This study presents an alternative interpretation for Northern Hemisphere teleconnection patterns. Rather than comprising several different recurrent regimes, this study suggests that there is a continuum of teleconnection patterns. This interpretation indicates either that 1) all members of the continuum can be expressed in terms of a linear combination of a small number of real physical modes that correspond to basis functions or 2) that most low-frequency patterns within the continuum are real physical patterns, each having its own spatial structure and frequency of occurrence.

Daily NCEP–NCAR reanalysis data are used that cover the boreal winters of 1958–97. A set of nonorthogonal basis functions that span the continuum is derived. The leading basis functions correspond to well-known patterns such as the Pacific–North American teleconnection and North Atlantic Oscillation. Evidence for the continuum perspective is based on the finding that 1) most members of the continuum tend to have similar variance and autocorrelation time scales and 2) that members of the continuum show dynamical characteristics that are intermediate between those of the surrounding basis functions. The latter finding is obtained by examining the streamfunction tendency equation both for the basis functions and some members of the continuum.

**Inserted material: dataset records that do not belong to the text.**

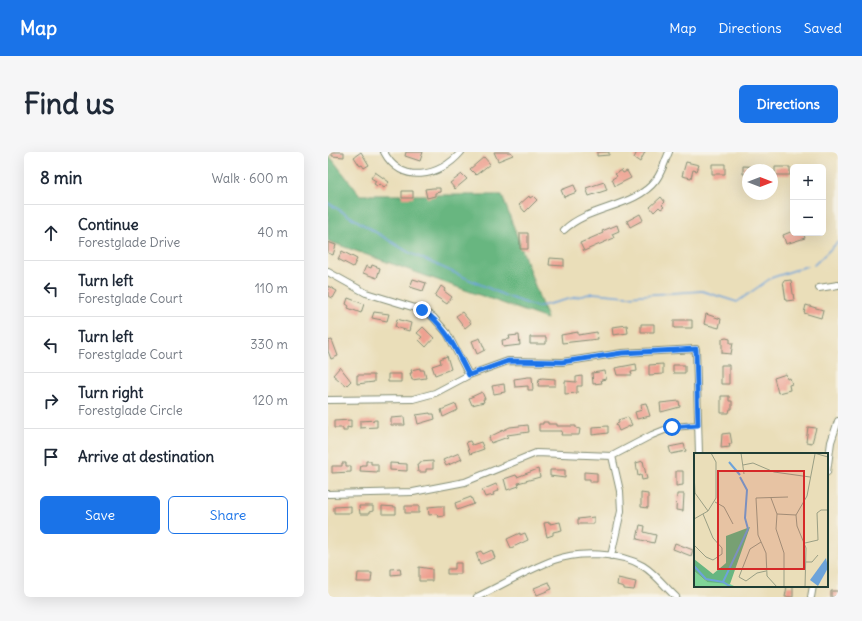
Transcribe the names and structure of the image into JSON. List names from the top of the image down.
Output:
{
  "north": "right",
  "page": {
    "header": "Map",
    "nav": ["Map", "Directions", "Saved"],
    "buttons": [
      "Directions",
      ["Save", "Share"]
    ],
    "title": "Find us",
    "heading": ["8 min", "Walk · 600 m"],
    "map_buttons": ["+", "−"],
    "list": [
      ["Continue", "Forestglade Drive", "40 m"],
      ["Turn left", "Forestglade Court", "110 m"],
      ["Turn left", "Forestglade Court", "330 m"],
      ["Turn right", "Forestglade Circle", "120 m"],
      "Arrive at destination"
    ]
  }
}
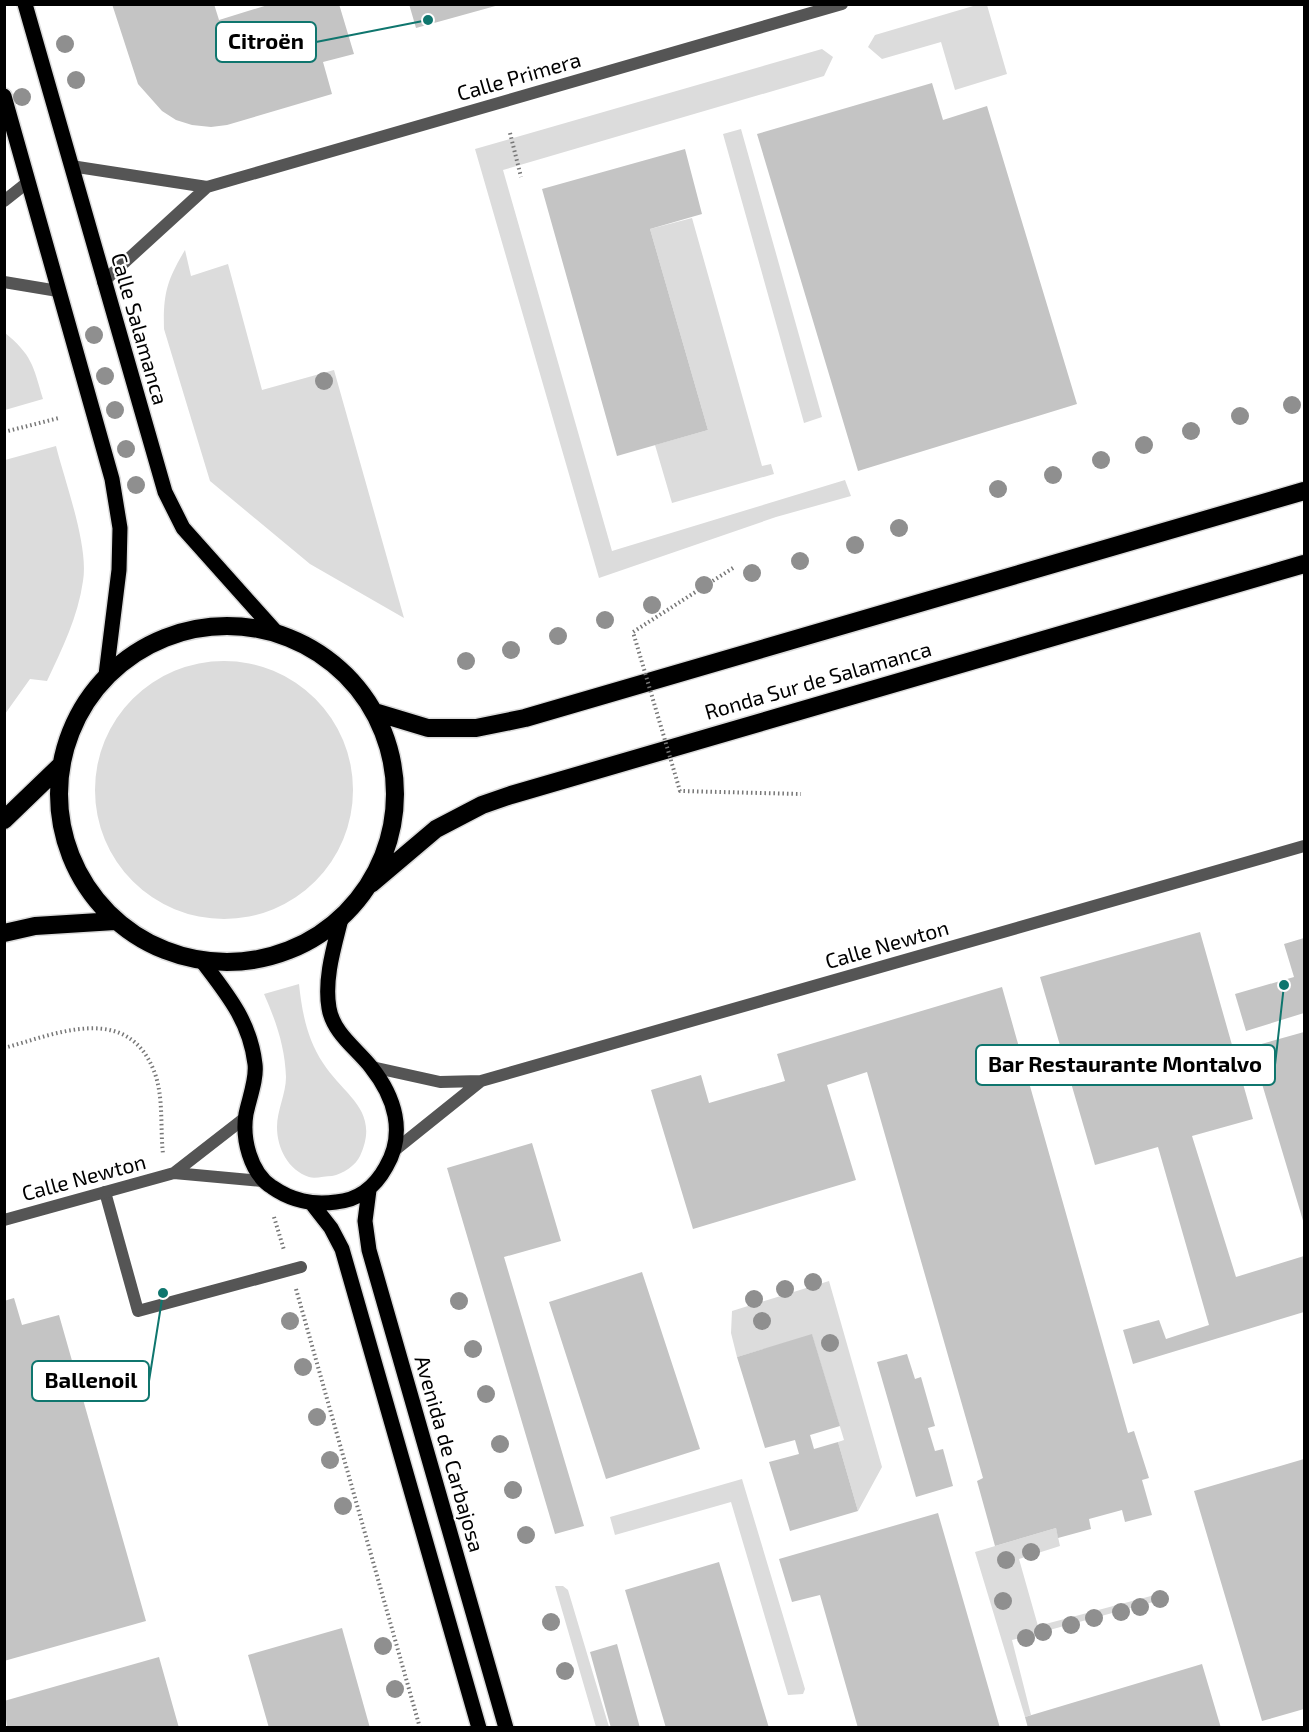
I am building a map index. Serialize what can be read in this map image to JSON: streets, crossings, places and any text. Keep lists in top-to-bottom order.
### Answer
{
  "streets": {
    "highway": ["Ronda Sur de Salamanca"],
    "main road": ["Calle Salamanca", "Avenida de Carbajosa"],
    "street": ["Calle Primera", "Calle Newton"]
  },
  "crossings": [
    ["Calle Primera", "Calle Salamanca"],
    ["Calle Salamanca", "Ronda Sur de Salamanca"],
    ["Ronda Sur de Salamanca", "Avenida de Carbajosa"],
    ["Calle Newton", "Avenida de Carbajosa"]
  ],
  "places": ["Citroën", "Bar Restaurante Montalvo", "Ballenoil"]
}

The streamfunction tendency equation analysis suggests that North Pacific patterns (basis functions and continuum) are primarily driven by their interaction with the climatological stationary eddies and that North Atlantic patterns are primarily driven by transient eddy vorticity fluxes. The decay mechanism for all patterns is similar, being due to the impact of low-frequency (period greater than 10 days) transient eddies and horizontal divergence. Analysis with outgoing longwave radiation shows that tropical convection is found to play a much greater role in exciting North Pacific patterns. A plausible explanation for these differences between the North Atlantic and North Pacific patterns is presented.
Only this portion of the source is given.